Illusion of Causality in Visualized Data

A common data interpretation mistake is to assume that a correlation between two variables indicates a causal relationship between them. Even researchers can struggle with this distinction, as finding a correlation can be relatively easy but establishing evidence for a causal explanation is typically challenging.

People routinely see data visualizations (such as tables, bar graphs, line graphs, maps, etc.) in everyday contexts and media. These visualizations are intended to make it easier for people to understand data. Unfortunately, the common mistake of attributing causation based merely on correlation can instead lead to misconceptions.

Previous research has found that perceptions of causality can be context-dependent. When data aligns with a person’s prior beliefs and experiences, they are more likely to judge evidence as sound and stop thinking through other possible explanations (Shah et al., 2017, p. 270).

How does the design of a data visualization affect people’s perception of correlation and causation?
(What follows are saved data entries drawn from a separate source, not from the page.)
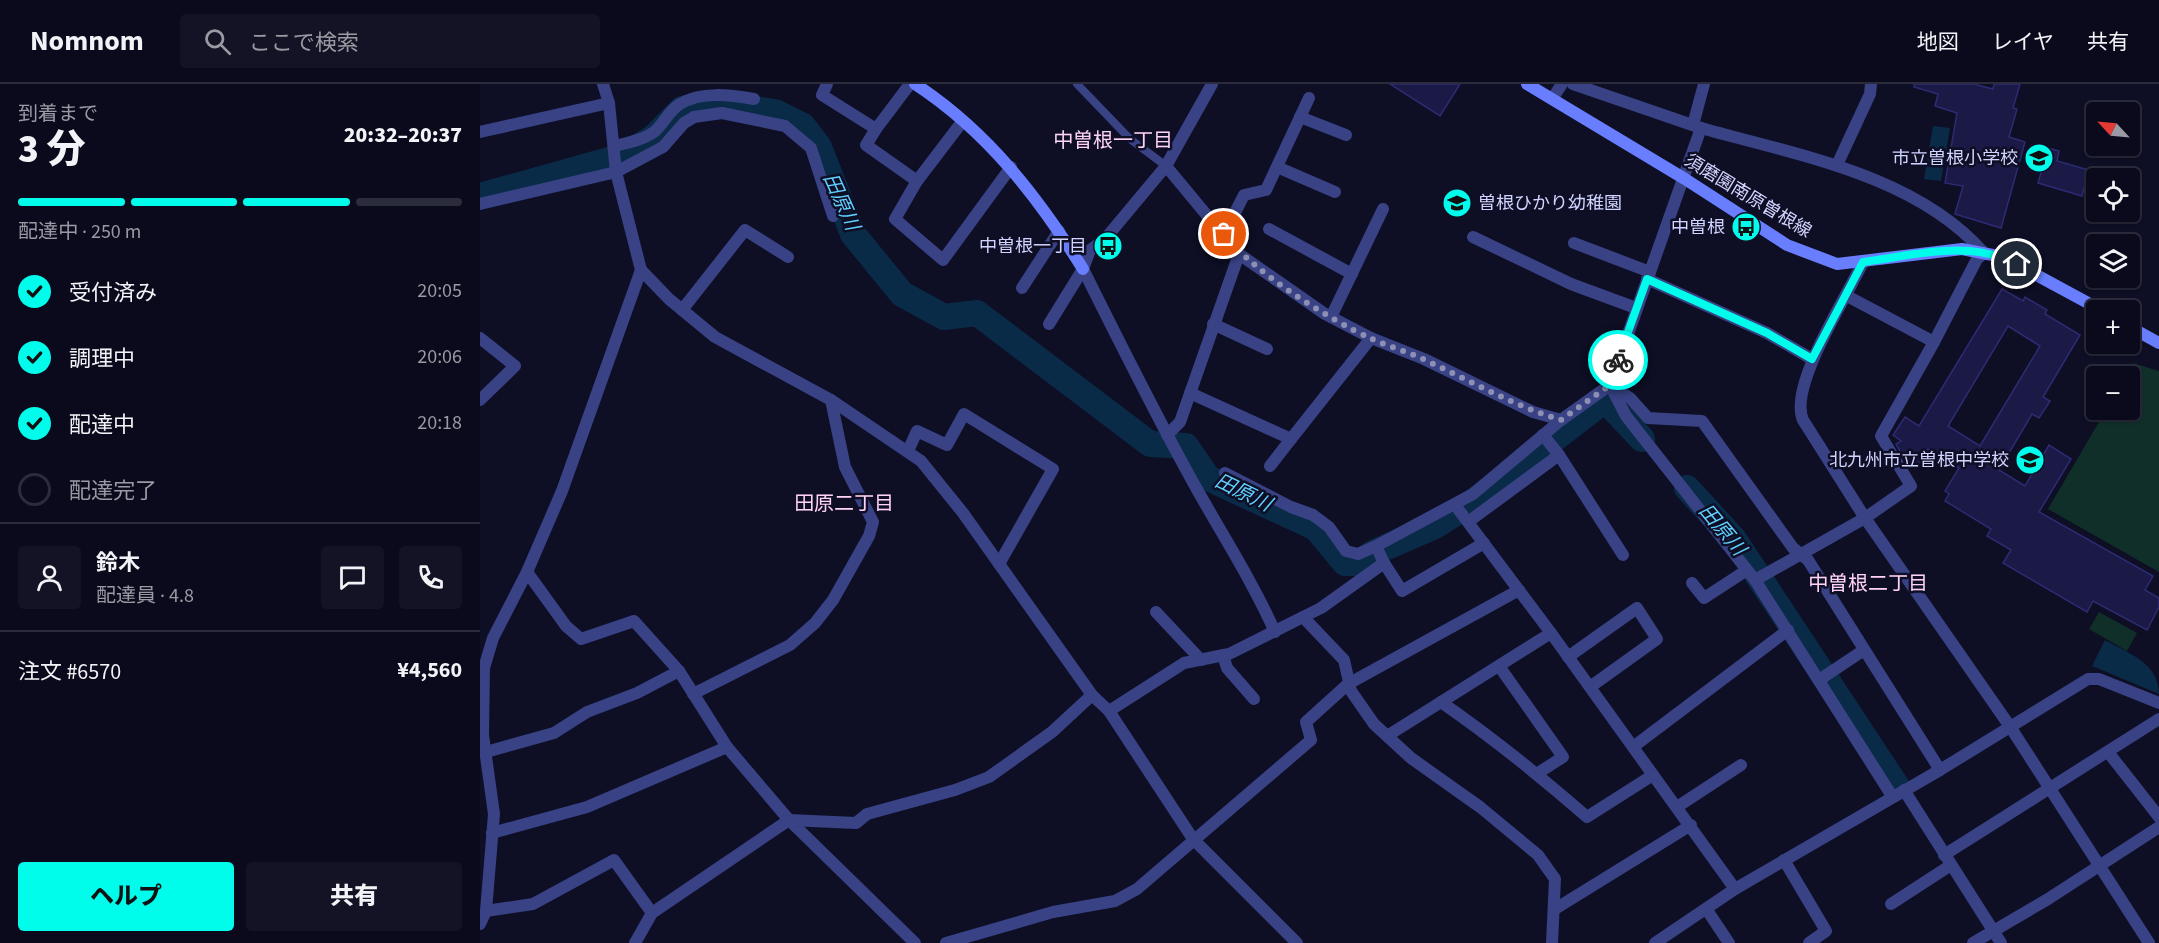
<!DOCTYPE html>
<html lang="ja">
<head>
<meta charset="utf-8">
<style>
	:root { --surface:#0a0a1c; --page:#131325; --text:#f1f3f6; --muted:#999aa3; --line:#2a2b3b; --accent:#00fceb }
	body { margin:0; font-family:"Source Sans 3","Noto Sans JP",sans-serif; background:var(--page); color:var(--text); height:100vh; display:flex; flex-direction:column; font-size:22px; white-space:nowrap }
	* { box-sizing:border-box; margin:0 }
	p { font-size:20px; color:var(--muted) }
	.icon { flex:none; width:33px; height:33px; fill:none; stroke:currentColor; stroke-width:2; stroke-linecap:round; stroke-linejoin:round }
	.map { position:relative; flex:1; overflow:hidden }
	.drawer { display:flex; flex-direction:column; background:var(--surface); width:480px }
	.drawer>* { flex:none }
	.needle { width:39px; rotate:296deg }
	.buttons { position:absolute; left:1606px; top:18px; display:grid; gap:12px }
	.buttons a { display:grid; place-items:center; width:54px; height:54px; border-radius:6px; background:var(--surface); box-shadow:0 2px 4px #0004,0 0 0 2px var(--line); font-size:30px }
	.pin { position:absolute; display:grid; place-items:center; width:51px; height:51px; color:#fff; margin:-26px; border:3px solid #fff; border-radius:50%; box-shadow:0 2px 6px #0007 }
	.courier { position:absolute; display:grid; place-items:center; width:60px; height:60px; margin:-30px; border:4px solid #00fceb; border-radius:50%; background:#fff; color:#222; box-shadow:0 2px 8px #0007 }
	.headline em { font-style:normal; font-weight:800 }
	.headline div { display:flex; flex-direction:column-reverse }
	.headline { display:flex; align-items:center; justify-content:space-between; height:102px; padding:0 18px }
	h1 { font-size:39px; font-weight:800; line-height:45px }
	.bar { display:grid; grid-template-columns:repeat(4,1fr); gap:9px 6px; align-content:center; height:72px; padding:0 18px }
	.bar i { height:8px; border-radius:4px; background:var(--line) }
	.bar .selected { background:var(--accent) }
	.bar p { grid-column:span 4 }
	.line { display:flex; align-items:center; gap:15px; padding:0 18px; border-top:2px solid var(--line) }
	.line div { flex:1 }
	.round { display:grid; place-items:center; flex:none; width:63px; height:63px; border-radius:6px; background:var(--page) }
	ol { padding:0 18px; list-style:none }
	li { display:flex; align-items:center; gap:18px; height:66px }
	li p { margin-inline-start:auto }
	li .icon { padding:6px; border-radius:50%; background:var(--accent); color:#111; stroke-width:4 }
	li:last-child { color:var(--muted) }
	li i { width:33px; height:33px; border:3px solid var(--line); border-radius:50% }
	.primary-button { display:flex; gap:12px; margin-top:auto; padding:12px 18px }
	.primary-button a { flex:1; height:69px; border-radius:6px; background:var(--accent); color:#111; font-size:24px; font-weight:800; line-height:69px; text-align:center }
	.primary-button a+a { background:var(--page); color:var(--text) }
	header { display:flex; align-items:center; gap:36px; box-sizing:border-box; height:84px; padding:0 30px; background:var(--surface); border-bottom:2px solid var(--line) }
	header strong { font-size:28px }
	nav { display:flex; gap:33px; margin-inline-start:auto; font-size:21px }
	.search { width:420px; height:54px; background:var(--page); display:flex; align-items:center; gap:15px; box-sizing:border-box; padding:0 21px; border-radius:6px; color:var(--muted); font-size:22px }
	main { display:flex; flex:1; min-height:0 }
	.map>svg:first-child { display:block }
</style>
</head>
<body>
<header>
<strong>Nomnom</strong>
<div class="search"><svg class="icon" aria-label="search" viewBox="0 0 24 24"><circle cx="10" cy="10" r="6"/><path d="M15 15l6 6"/></svg>ここで検索</div>
<nav><a>地図</a><a>レイヤ</a><a>共有</a></nav>
</header>
<main>
<section class="drawer">
<div class="headline"><div><h1>3 分</h1><p>到着まで</p></div><em>20:32–20:37</em></div>
<div class="bar"><i class="selected"></i><i class="selected"></i><i class="selected"></i><i></i><p>配達中 · 250 m</p></div>
<ol>
<li><svg class="icon" aria-label="check" viewBox="0 0 24 24"><path d="M5 12l5 5 9-10"/></svg>受付済み<p>20:05</p></li>
<li><svg class="icon" aria-label="check" viewBox="0 0 24 24"><path d="M5 12l5 5 9-10"/></svg>調理中<p>20:06</p></li>
<li><svg class="icon" aria-label="check" viewBox="0 0 24 24"><path d="M5 12l5 5 9-10"/></svg>配達中<p>20:18</p></li>
<li><i></i>配達完了</li>
</ol>
<div class="line" style="height:108px"><a class="round"><svg class="icon" aria-label="person" viewBox="0 0 24 24"><circle cx="12" cy="8" r="4"/><path d="M4 21q1-7 8-7t8 7"/></svg></a><div><b>鈴木</b><p>配達員 · 4.8</p></div><a class="round"><svg class="icon" aria-label="chat" viewBox="0 0 24 24"><path d="M4 5h16v11H9l-5 4z"/></svg></a><a class="round"><svg class="icon" aria-label="phone" viewBox="0 0 24 24"><path d="M5 4h4l2 5-3 2q2 4 5 5l2-3 5 2v4C11 20 4 13 5 4z"/></svg></a></div>
<div class="line" style="height:78px"><div>注文 #6570</div><b>¥4,560</b></div>
<div class="primary-button"><a>ヘルプ</a><a>共有</a></div>
</section>
<div class="map">
<svg width="1679" height="859" viewBox="0 0 1679 859">
	<rect width="100%" height="100%" fill="#0e0e25"/>
	<g fill="#112f29">
		<polygon points="1653,279 1679,287 1679,488 1568,425 1626,326 1650,326 1650,292 1645,292"/>
		<polygon points="1619,528 1657,549 1647,567 1609,545"/>
	</g>
	<g fill="#0a2b47">
		<polygon points="1453,42 1470,44 1461,97 1444,95"/>
		<path d="M1625,556c23,13 54,23 54,54l-67,-28z"/>
	</g>
	<g fill="none" stroke-linecap="round" stroke-linejoin="round">
		<g stroke="#0a2b47" stroke-width="26">
			<polyline points="0,112 143,72 174,53 202,25 245,21 295,28 323,42 339,63 373,150 422,210 464,233 497,229 670,360 706,362 728,394 836,444 865,479 878,479 895,468 955,442 990,420 1125,316 1162,355"/>
			<polyline points="1207,404 1253,454 1416,701"/>
		</g>
	</g>
	<g fill="#1b1946" stroke="#2d2b73" stroke-width="1.5" fill-rule="evenodd">
		<polygon points="910,0 980,0 960,32"/>
		<polygon points="1434,0 1494,0 1513,5 1514,0 1540,0 1533,24 1537,25 1529,53 1545,58 1521,144 1475,130 1483,102 1465,99 1477,29 1455,22 1458,10 1434,3"/>
		<polygon points="1568,64 1579,67 1577,77 1609,86 1602,112 1558,99"/>
		<path d="M1522,205l21,12 2,-4 22,13 -2,4 35,21 -37,62 7,4 -11,17 -7,-4 -33,56 26,16 24,-41 22,14 -32,53 114,64 -8,14 14,8v9l-12,23 -54,-29 -6,11 -84,-49 8,-13 -24,-14 4,-7 -46,-28 4,-7 -4,-3 14,-23 -31,-19 -10,16 -16,-10 -6,-11 5,-3 -8,-6 12,-18 14,9zM1528,242l32,20 -60,100 -32,-20z"/>
	</g>
	<g fill="none" stroke-linecap="round" stroke-linejoin="round">
		<polyline stroke="#384285" stroke-width="8" points="597,0 650,55 686,82"/>
		<g stroke="#384285" stroke-width="12">
			<polyline points="123,0 129,19 136,88 161,186 189,215 235,253 351,316 441,377 483,429 612,611 629,627 713,755 817,859"/>
			<polyline points="347,0 342,11 396,45 430,0"/>
			<polyline points="1093,0 1221,44"/>
			<polyline points="1072,15 1082,0"/>
			<polyline points="820,33 866,51"/>
			<polyline points="1213,41 1224,0"/>
			<polyline points="396,45 386,61 437,97 482,38"/>
			<polyline points="0,48 129,19"/>
			<path d="M134,62c13,-3 29,-6 40,-14 10,-8 14,-21 26,-28 21,-13 51,-9 74,-5"/>
			<polyline points="1357,81 1390,10 1391,0"/>
			<polyline points="686,82 759,170 845,230 891,254 944,275 1053,328 1081,336"/>
			<polyline points="797,83 855,108"/>
			<polyline points="437,97 415,135 463,176 531,83"/>
			<polyline points="0,120 136,88 183,63 204,39 214,33 242,29 305,42 331,64 353,132"/>
			<polyline points="789,145 872,190"/>
			<polyline points="744,150 764,111 786,106 829,14"/>
			<polyline points="993,153 1091,200 1156,224"/>
			<polyline points="1094,159 1170,188"/>
			<path d="M1383,178c-16,35 -75,124 -60,158l62,98 146,210 138,215"/>
			<path d="M603,185c36,72 72,145 111,215 27,49 58,96 81,148"/>
			<polyline points="1167,195 1287,249 1332,275"/>
			<polyline points="542,204 579,147"/>
			<polyline points="1367,212 1454,258"/>
			<polyline points="202,226 265,146 308,173"/>
			<polyline points="851,233 903,125"/>
			<polyline points="569,240 603,185 610,166 625,155 686,82 732,0"/>
			<polyline points="733,240 787,265"/>
			<polyline points="0,254 35,282 0,316"/>
			<polyline points="1130,301 1150,314 1168,334 1222,337 1313,464 1328,476 1460,686"/>
			<polyline points="1130,301 1146,332 1275,496 1412,712"/>
			<polyline points="710,309 811,355 891,254"/>
			<polyline points="687,351 700,338 759,170"/>
			<polyline points="1063,351 1079,371"/>
			<polyline points="428,367 437,347 467,361 484,330 573,385 519,480"/>
			<polyline points="790,382 811,355"/>
			<polyline points="745,389 811,423 833,431 849,443 866,467 878,470 896,462"/>
			<polyline points="975,421 1071,549 1255,805"/>
			<polyline points="988,438 1079,371 1143,471"/>
			<polyline points="904,479 922,507 1004,459"/>
			<polyline points="47,488 86,542 101,555 154,537 199,587"/>
			<polyline points="1212,499 1224,514 1267,486"/>
			<polyline points="676,528 721,576"/>
			<polyline points="823,533 864,576 871,607 894,640 931,674 1000,723 1058,771 1075,795 1072,859"/>
			<polyline points="743,571 747,584 774,615"/>
			<polyline points="1088,573 1157,524 1177,555 1110,603"/>
			<polyline points="1019,582 1083,673 1058,689"/>
			<polyline points="1339,596 1384,566"/>
			<polyline points="213,610 310,561 335,539 353,516 389,452 393,438 365,383 351,316"/>
			<path d="M961,618c52,36 99,74 146,115l66,-42"/>
			<path d="M629,627l75,-48 45,-9 92,-46 63,-45 -8,-17 97,-52 88,-74 49,-35 91,-257c96,27 215,47 283,125l-7,6 -43,83 -53,94 30,50 -46,32 -110,62"/>
			<polyline points="907,652 1071,549"/>
			<polyline points="1153,663 1308,546"/>
			<polyline points="6,668 74,649 107,628 157,609 199,587 247,663 309,736 435,859"/>
			<polyline points="1628,668 1679,733"/>
			<polyline points="1424,706 1521,859"/>
			<polyline points="1197,723 1261,681"/>
			<polyline points="12,749 107,723 247,663"/>
			<polyline points="1464,771 1679,635"/>
			<polyline points="1304,776 1346,847 1329,859"/>
			<polyline points="1411,820 1471,781"/>
			<polyline points="1075,825 1211,741"/>
			<polyline points="1227,826 1249,859"/>
			<polyline points="6,827 53,820 134,776 172,829"/>
			<polyline points="0,840 6,827 14,730 3,651 4,584 13,554 47,488 82,407 161,186"/>
			<polyline points="155,859 172,829 309,736 376,739 387,730 475,706 509,693 572,648 612,611"/>
			<polyline points="466,859 573,828 635,817 657,805 831,656 826,638 868,600 1039,506"/>
			<polyline points="1175,859 1255,805 1460,686 1608,595 1619,595 1679,619"/>
			<polyline points="1493,859 1568,815 1679,743"/>
		</g>
		<g stroke="#687eff" stroke-width="12">
			<path d="M435,0c72,47 123,113 168,185"/>
			<polyline points="1047,0 1205,95 1307,161 1357,180 1482,165 1523,173 1621,226"/>
			<polyline points="1650,243 1679,259"/>
		</g>
	</g>
	<g fill="none" stroke-linecap="round" stroke-linejoin="round">
		<path stroke="#8d8fb3" stroke-width="6" stroke-dasharray="0 10.8" d="M744,150c28,37 104,85 148,105 18,8 37,13 55,22 44,20 87,45 134,59l49,-35 8,-25"/>
		<path stroke="#00fceb" stroke-width="8" d="M1138,276l29,-81 120,54 45,26 51,-97c52,-7 106,-23 154,2"/>
	</g>
	<defs>
		<g id="school-disc" transform="scale(1.5)"><circle r="9.5" fill="#00fceb" stroke="#0e0e25"/><path d="M0-5L7-2L0 1L-7-2ZM-4 1L0 2.5L4 1V4Q0 6-4 4Z" fill="#111"/></g>
		<g id="bus-disc" transform="scale(1.5)"><circle r="9.5" fill="#00fceb" stroke="#0e0e25"/><path d="M-5-6H5V4H4V6H2V4H-2V6H-4V4H-5ZM-3.5-4V0h7V-4ZM-3.5 1.2v1.5H-2V1.2ZM2 1.2v1.5H3.5V1.2Z" fill="#111"/></g>
	</defs>
	<g fill-rule="evenodd">
		<use href="#school-disc" x="1559" y="74"/>
		<use href="#school-disc" x="977" y="119"/>
		<use href="#bus-disc" x="1266" y="143"/>
		<use href="#bus-disc" x="628" y="162"/>
		<use href="#school-disc" x="1550" y="376"/>
	</g>
	<g text-anchor="middle" dominant-baseline="central" stroke-width="5" stroke-linejoin="round" paint-order="stroke">
		<g font-size="18" fill="#d1d4ff" stroke="#0e0e25" text-anchor="end">
			<text x="1538" y="74">市立曽根小学校</text>
			<text x="998" y="119" text-anchor="start">曽根ひかり幼稚園</text>
			<text x="1245" y="143">中曽根</text>
			<text x="607" y="162">中曽根一丁目</text>
			<text x="1529" y="376">北九州市立曽根中学校</text>
		</g>
		<g font-size="18" fill="#d1d4ff" stroke="#0e0e25">
			<text transform="translate(1268 112) rotate(31)">須磨園南原曽根線</text>
		</g>
		<g font-size="20" fill="#ffd3f7" stroke="#0e0e25">
			<text x="633" y="57">中曽根一丁目</text>
			<text x="364" y="420">田原二丁目</text>
			<text x="1388" y="500">中曽根二丁目</text>
		</g>
		<g font-size="20" font-style="italic" fill="#5fd0ff" stroke="#0e0e25">
			<text transform="translate(361 118) rotate(66)">田原川</text>
			<text transform="translate(763 409) rotate(26)">田原川</text>
			<text transform="translate(1242 446) rotate(50)">田原川</text>
		</g>
	</g>
</svg>
<div class="buttons">
<a><svg class="needle" viewBox="-14 -14 28 28"><path d="M0-13l5 13h-10z" fill="#e53935"/><path d="M0 13l5-13h-10z" fill="#999aa3"/></svg></a>
<a><svg class="icon" aria-label="locate" viewBox="0 0 24 24"><circle cx="12" cy="12" r="6"/><path d="M12 2v4M12 18v4M2 12h4M18 12h4"/></svg></a>
<a><svg class="icon" aria-label="layers" viewBox="0 0 24 24"><path d="M12 4l9 5-9 5-9-5zM3 14l9 5 9-5"/></svg></a>
<a>+</a>
<a>−</a>
</div>
<div class="pin" style="left:744px;top:150px;background:#ea580c"><svg class="icon" aria-label="bag" viewBox="0 0 24 24"><path d="M5 8h14l-1 12H6zM9 8a3 3 0 0 1 6 0"/></svg></div>
<div class="pin" style="left:1537px;top:180px;background:#1f2937"><svg class="icon" aria-label="home" viewBox="0 0 24 24"><path d="M3 11l9-7 9 7M6 9v11h12V9"/></svg></div>
<div class="courier" style="left:1138px;top:276px"><svg class="icon" aria-label="bike" viewBox="0 0 24 24"><circle cx="6" cy="16" r="4"/><circle cx="18" cy="16" r="4"/><path d="M6 16l4-8h5l3 8M10 8l3 8H6M13 5h3"/></svg></div>
</div>
</main>
</body>
</html>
Are there design choices that could help reduce the chances of people mistakenly assuming a causal relationship that may not exist?

These questions were the focus of an investigation by a team at Northwestern University in their research paper titled “Illusion of Causality in Visualized Data” (Xiong et al., 2019).

Methods

The investigation by Xiong et al. (2019) included a pilot experiment and three follow-up experiments. For all of the experiments, participants were recruited through Amazon Mechanical Turk and completed visualization tasks using an online survey.

Participants were shown a visualization and asked to answer graph-reading comprehension questions (true/false responses). These questions were used as a check to screen out participants who did not demonstrate basic graph reading skills.

For the pilot experiment and Experiment 1, participants then completed a generative task which asked them to explain in several sentences what they conclude from the visualization and why.

Next, participants completed two judgment tasks. Participants were given a statement describing the correlation between the variables and asked to rate their agreement with the statement using a scale from 0 (disagree) to 100 (agree).

Then participants were given a statement describing a causal relationship between the variables and asked to rate their agreement with the statement using a scale from 0 (disagree) to 100 (agree).

The experiments tested three types of visualizations that people commonly encounter: bar graphs, line graphs, and scatter plots. Experiment 1 also presented text-only descriptions, which were written to match their corresponding bar graph.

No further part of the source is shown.